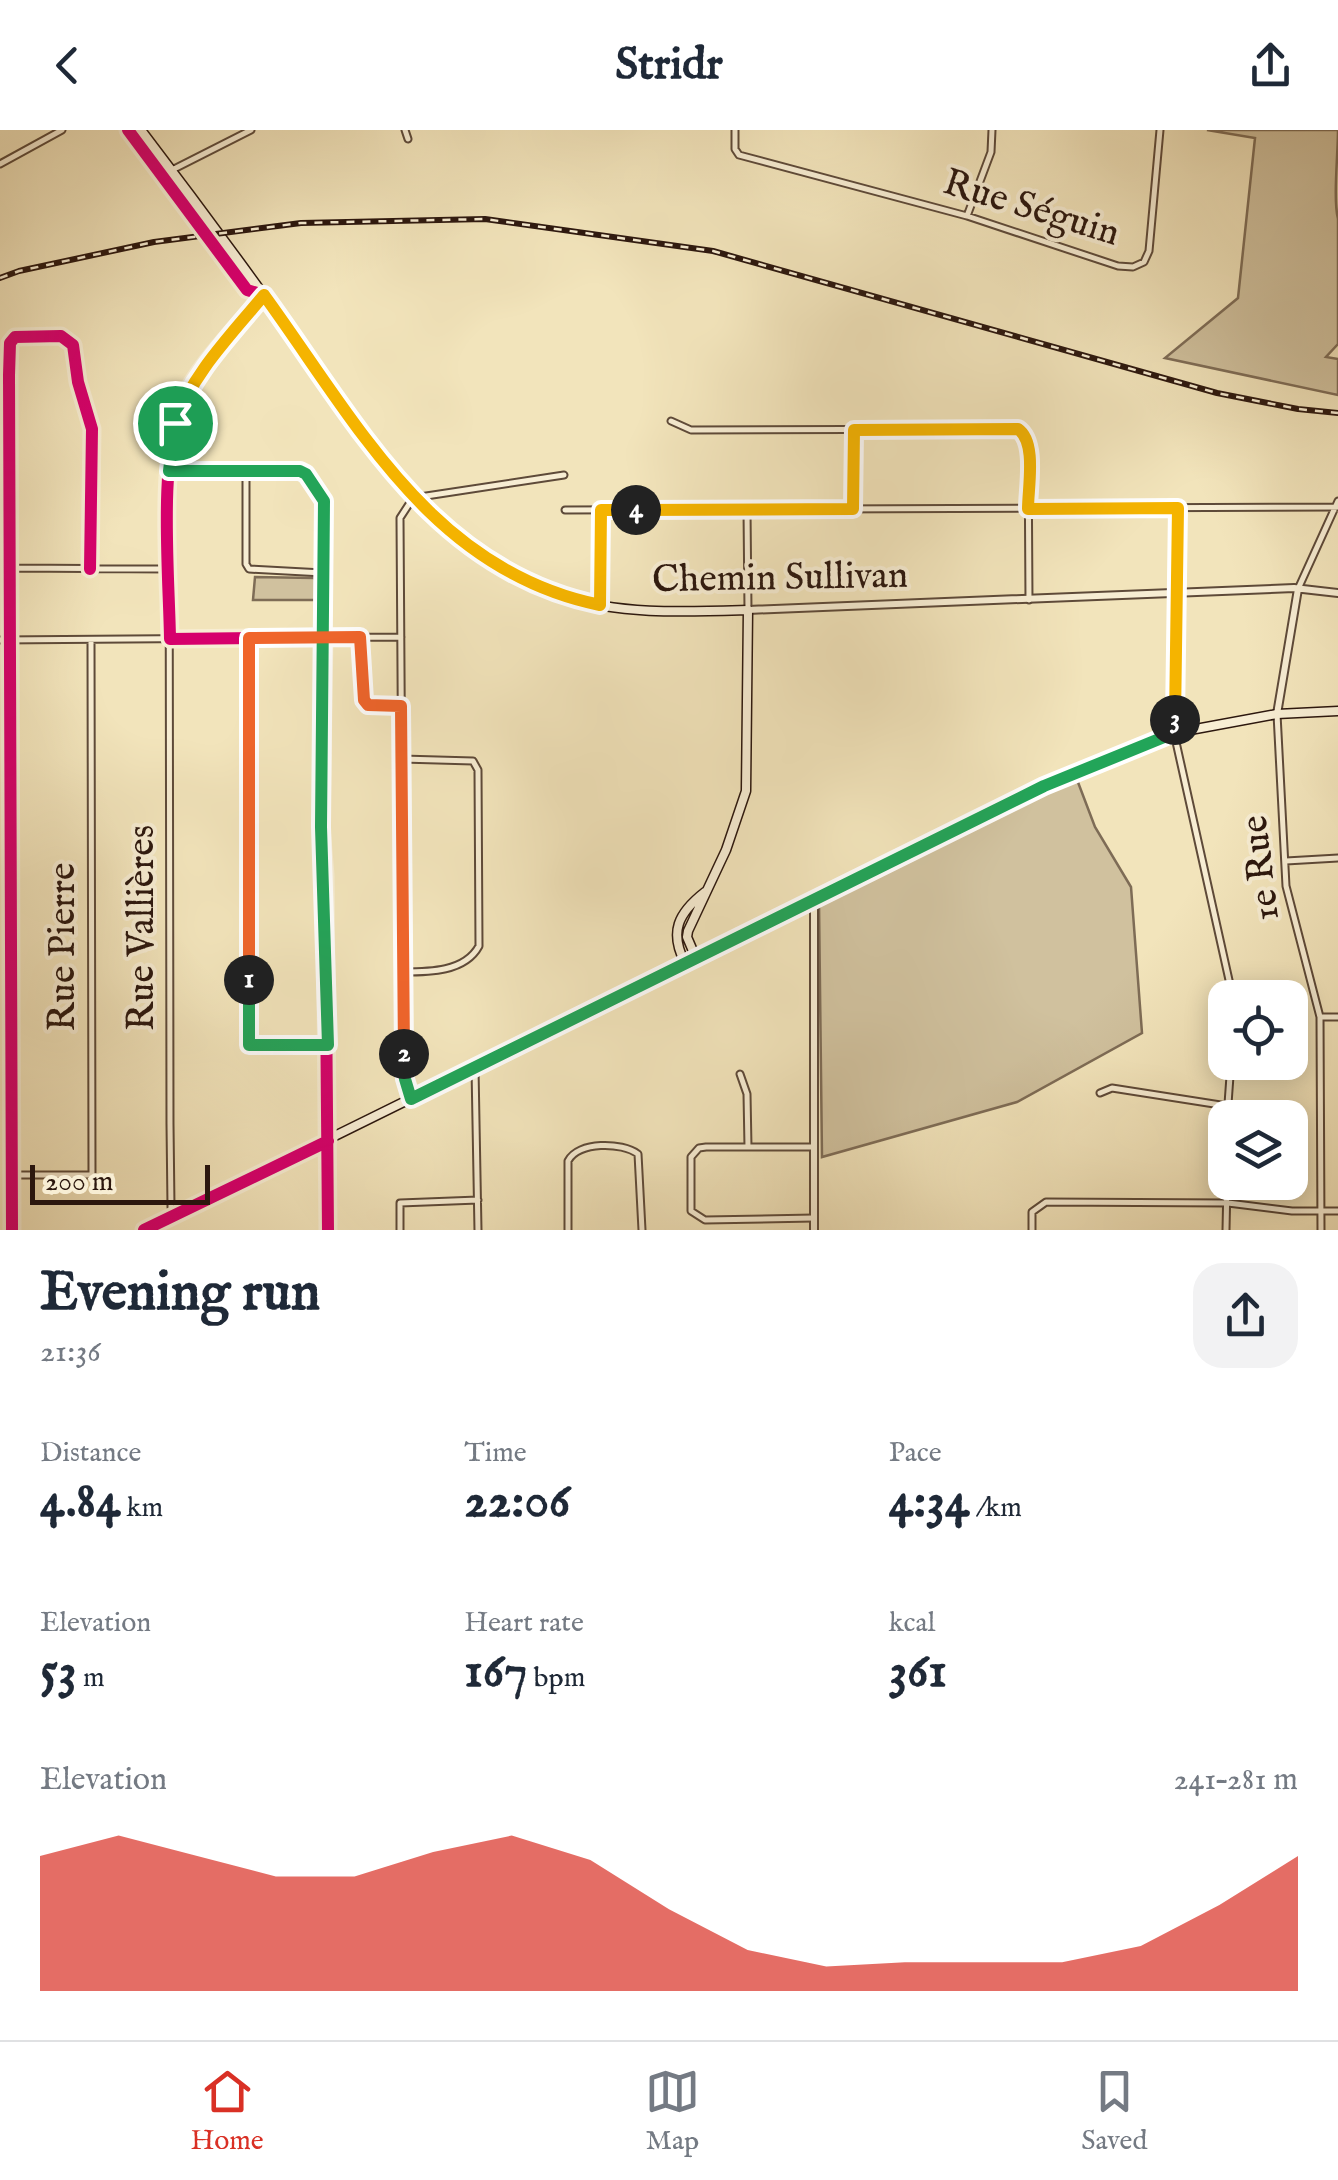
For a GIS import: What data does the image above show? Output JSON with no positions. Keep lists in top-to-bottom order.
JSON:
{
  "streets": {
    "main road": ["Chemin Sullivan"],
    "street": [
      "Rue Séguin",
      "1e Rue",
      "Rue Vallières",
      "Rue Pierre"
    ]
  },
  "crossings": [
    ["Chemin Sullivan", "1e Rue"],
    ["Chemin Sullivan", "Rue Vallières"]
  ],
  "scale_bar": "200 m",
  "page": {
    "header": "Stridr",
    "pins": [
      "4",
      "3",
      "1",
      "2"
    ],
    "scale": "200 m",
    "heading": ["Evening run", "21:36"],
    "stats": [
      ["Distance", "4.84 km"],
      ["Time", "22:06"],
      ["Pace", "4:34 /km"],
      ["Elevation", "53 m"],
      ["Heart rate", "167 bpm"],
      ["kcal", "361"]
    ],
    "chart": ["Elevation", "241–281 m"],
    "tabs": ["Home", "Map", "Saved"]
  }
}
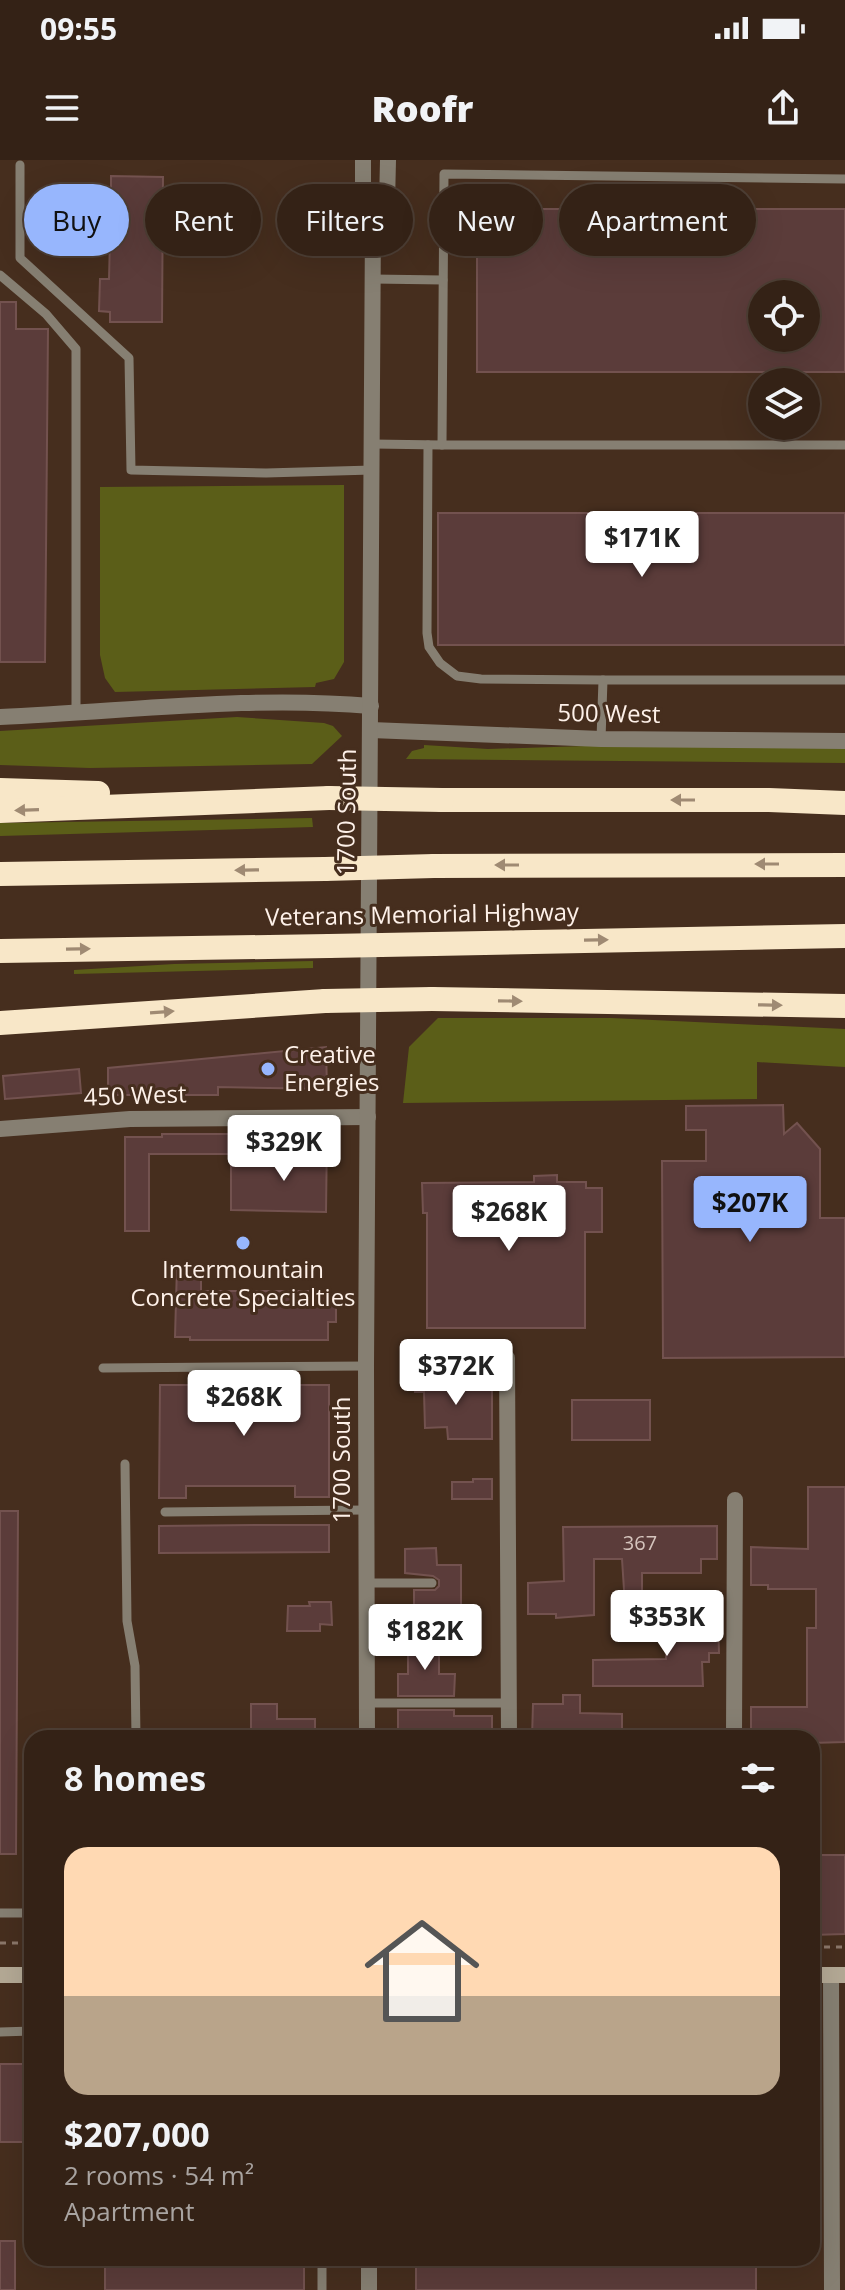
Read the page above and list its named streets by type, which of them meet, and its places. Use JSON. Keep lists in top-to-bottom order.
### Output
{
  "streets": {
    "highway": ["Veterans Memorial Highway"],
    "street": ["500 West", "1700 South", "450 West"]
  },
  "crossings": [
    ["500 West", "1700 South"],
    ["1700 South", "450 West"]
  ],
  "places": ["Creative Energies", "Intermountain Concrete Specialties"],
  "house_numbers": ["367"],
  "page": {
    "status": "09:55",
    "header": "Roofr",
    "chip": [
      "Buy",
      "Rent",
      "Filters",
      "New",
      "Apartment"
    ],
    "price": [
      "$171K",
      "$329K",
      "$207K",
      "$268K",
      "$372K",
      "$268K",
      "$353K",
      "$182K"
    ],
    "heading": "8 homes",
    "list": [
      {
        "name": "$207,000",
        "note": "2 rooms · 54 m² · Apartment"
      }
    ]
  }
}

※

→ INSTRUCTIONS FOR THE TASK
The entries should be printed again exactly as written, leaving all pictures out.

→ EXPECTED ANSWER
For a GIS import: What data does the image above show? Output JSON with no positions. Keep lists in top-to-bottom order.
JSON:
{
  "streets": {
    "main road": ["Chemin Sullivan"],
    "street": [
      "Rue Séguin",
      "1e Rue",
      "Rue Vallières",
      "Rue Pierre"
    ]
  },
  "crossings": [
    ["Chemin Sullivan", "1e Rue"],
    ["Chemin Sullivan", "Rue Vallières"]
  ],
  "scale_bar": "200 m",
  "page": {
    "header": "Stridr",
    "pins": [
      "4",
      "3",
      "1",
      "2"
    ],
    "scale": "200 m",
    "heading": ["Evening run", "21:36"],
    "stats": [
      ["Distance", "4.84 km"],
      ["Time", "22:06"],
      ["Pace", "4:34 /km"],
      ["Elevation", "53 m"],
      ["Heart rate", "167 bpm"],
      ["kcal", "361"]
    ],
    "chart": ["Elevation", "241–281 m"],
    "tabs": ["Home", "Map", "Saved"]
  }
}
Read the page above and list its named streets by type, which of them meet, and its places. Use JSON. Keep lists in top-to-bottom order.
### Output
{
  "streets": {
    "highway": ["Veterans Memorial Highway"],
    "street": ["500 West", "1700 South", "450 West"]
  },
  "crossings": [
    ["500 West", "1700 South"],
    ["1700 South", "450 West"]
  ],
  "places": ["Creative Energies", "Intermountain Concrete Specialties"],
  "house_numbers": ["367"],
  "page": {
    "status": "09:55",
    "header": "Roofr",
    "chip": [
      "Buy",
      "Rent",
      "Filters",
      "New",
      "Apartment"
    ],
    "price": [
      "$171K",
      "$329K",
      "$207K",
      "$268K",
      "$372K",
      "$268K",
      "$353K",
      "$182K"
    ],
    "heading": "8 homes",
    "list": [
      {
        "name": "$207,000",
        "note": "2 rooms · 54 m² · Apartment"
      }
    ]
  }
}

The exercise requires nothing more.